Two CPU-intensive benchmark programs are provided (in the assign05/input subdirectory of the test repository):
- example29.c multiplies 500x500 matrices represented as 250,000 element 1-D arrays
- example31.c multiplies 500x500 matrices represented as 500x500 2-D arrays
To benchmark your compiler on one of the public test cases, first set the
ASSIGN05_DIR
environment variable to wherever your implementation is. For example:
$ export ASSIGN05_DIR=~/compilers/assign05
You can benchmark your compiler as follows (user input in bold):
$ ./build.rb example29
Generated code successfully assembled, output exe is out/example29
$ mkdir -p actual_output
$ time ./out/example29 < data/example29.in > actual_output/example29.out
real 0m1.585s
user 0m1.581s
sys 0m0.004s
$ diff expected_output/example29.out actual_output/example29.out
Note that the build.rb
command above would build the unoptimized version
of the test program. To build the optimized version, the command should
be
./build.rb -o example29
Also note that you can add additional compiler command line options
(see include/options.h
and driver/options.cpp
), which can be
very useful for testing specific optimization strategies (or combinations of
optimization strategies.) For example, let’s say that you implemented peephole
optimization for your low-level code generator, and added an option called
--enable-peephole-ll
. You could use the command
./build.rb -o --enable-peephole-ll example29
Your can substitute other test program names in place of example29
.
If the diff
command does not produce any output, then the program’s output matched the expected output.
The build.rb
puts the generated assembly language code in the out
directory, so in the above test case, the assembly code would be in
out/example29.S
.
The user time in the output of the time
command represents the
amount of time the test program spent using the CPU to execute code,
and so is a good measure of how long it took the compiled program to do
its computation. Your code optimizations should aim to reduce user time
for the benchmark programs.
The example29 and example31 test cases are reasonable benchmark programs, but you should feel free to use additional benchmark programs, especially if they allow you to more fully exercise optimizations you’ve implemented. In any case, in your report you should be prepared to present an argument for why the benchmarks you used are “interesting.”
Testing
The assign05
directory in the test repository has the same test programs as in
Assignment 4. Similar to the other assignments, you will need
to set the ASSIGN05_DIR
environment variable to the directory containing
your compiled nearly_cc
program. For Assignment 5, the build.rb
,
run_test.rb
, and run_all.rb
scripts have been updated so that they
can take command line options to enable (or disable) optimizations.
For example:
# build an optimized version of example28
./build.rb -o example28
# test the compiler on example28, enabling optimizations
./run_test.rb -o example28
# run all tests with optimizations enabled
./run_all.rb -o
We highly recommend running both ./run_all.rb
and ./run_all.rb -o
every time you make a change to your compiler. This will help you ensure that
it continues to work correctly both with and without optimizations
enabled.
Any command line options you pass to build.rb
, ./run_test.rb
, or
run_all.rb
will be passed to your nearly_cc
program. This can be
very helpful for enabling or disabling specific optimizations or
combinations of optimizations. Obviously, any command line options
you would like to support will need to be added to
include/options.h
and driver/options.cpp
.
Analysis and experiments
As you work on your optimizations, do experiments to see how effective they are at improving the efficiency of the generated code.
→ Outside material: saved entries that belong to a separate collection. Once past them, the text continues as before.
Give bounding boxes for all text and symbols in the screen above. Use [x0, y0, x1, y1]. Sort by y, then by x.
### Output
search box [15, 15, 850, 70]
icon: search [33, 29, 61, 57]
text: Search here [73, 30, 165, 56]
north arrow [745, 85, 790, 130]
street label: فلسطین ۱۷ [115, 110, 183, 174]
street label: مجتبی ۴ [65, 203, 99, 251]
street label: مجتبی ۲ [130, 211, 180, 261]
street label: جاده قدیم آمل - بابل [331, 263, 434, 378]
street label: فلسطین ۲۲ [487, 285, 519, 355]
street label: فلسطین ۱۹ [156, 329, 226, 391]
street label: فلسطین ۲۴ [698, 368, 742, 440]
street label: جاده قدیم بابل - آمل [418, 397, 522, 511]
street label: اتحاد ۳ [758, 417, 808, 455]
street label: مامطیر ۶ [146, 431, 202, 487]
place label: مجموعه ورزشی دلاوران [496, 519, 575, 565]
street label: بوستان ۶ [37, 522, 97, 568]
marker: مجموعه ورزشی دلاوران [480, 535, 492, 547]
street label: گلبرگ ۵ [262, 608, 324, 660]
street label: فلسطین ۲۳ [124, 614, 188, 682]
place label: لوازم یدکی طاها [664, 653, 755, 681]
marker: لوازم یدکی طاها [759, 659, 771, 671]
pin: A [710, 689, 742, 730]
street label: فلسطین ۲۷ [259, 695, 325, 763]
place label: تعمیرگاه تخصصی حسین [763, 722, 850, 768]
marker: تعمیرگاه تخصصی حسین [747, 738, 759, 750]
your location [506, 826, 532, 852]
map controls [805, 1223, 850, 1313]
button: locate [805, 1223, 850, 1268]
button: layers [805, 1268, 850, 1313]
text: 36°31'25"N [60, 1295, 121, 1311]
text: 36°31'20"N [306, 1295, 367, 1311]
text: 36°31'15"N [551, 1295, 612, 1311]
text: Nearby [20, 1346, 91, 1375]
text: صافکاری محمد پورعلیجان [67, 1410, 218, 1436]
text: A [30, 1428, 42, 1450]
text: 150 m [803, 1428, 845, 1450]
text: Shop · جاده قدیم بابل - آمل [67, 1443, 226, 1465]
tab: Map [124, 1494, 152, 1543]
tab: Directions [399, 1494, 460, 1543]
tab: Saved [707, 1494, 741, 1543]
Ideally, you should use either the example29
or example31
programs as the basis for your benchmarking. However,
you could use any test program as a basis for your experiments,
as long as it allows you to demonstrate a substantial improvement
in the quality of the generated code.
As you work on optimizations, you could start with some very simple test programs, and then work your way up to the benchmark programs (which are relatively complex.)
Report
One of the most important deliverables of this assignment is a written report that describes what optimizations you implemented and how effective they were.
For each optimization technique you implemented, your report should document
- how the quality of the generated code was improved (include representative snippets of code before and after the optimization, for relevant test programs)
- how the efficiency of the generated code improved (i.e., how much did performance of the benchmark programs improve)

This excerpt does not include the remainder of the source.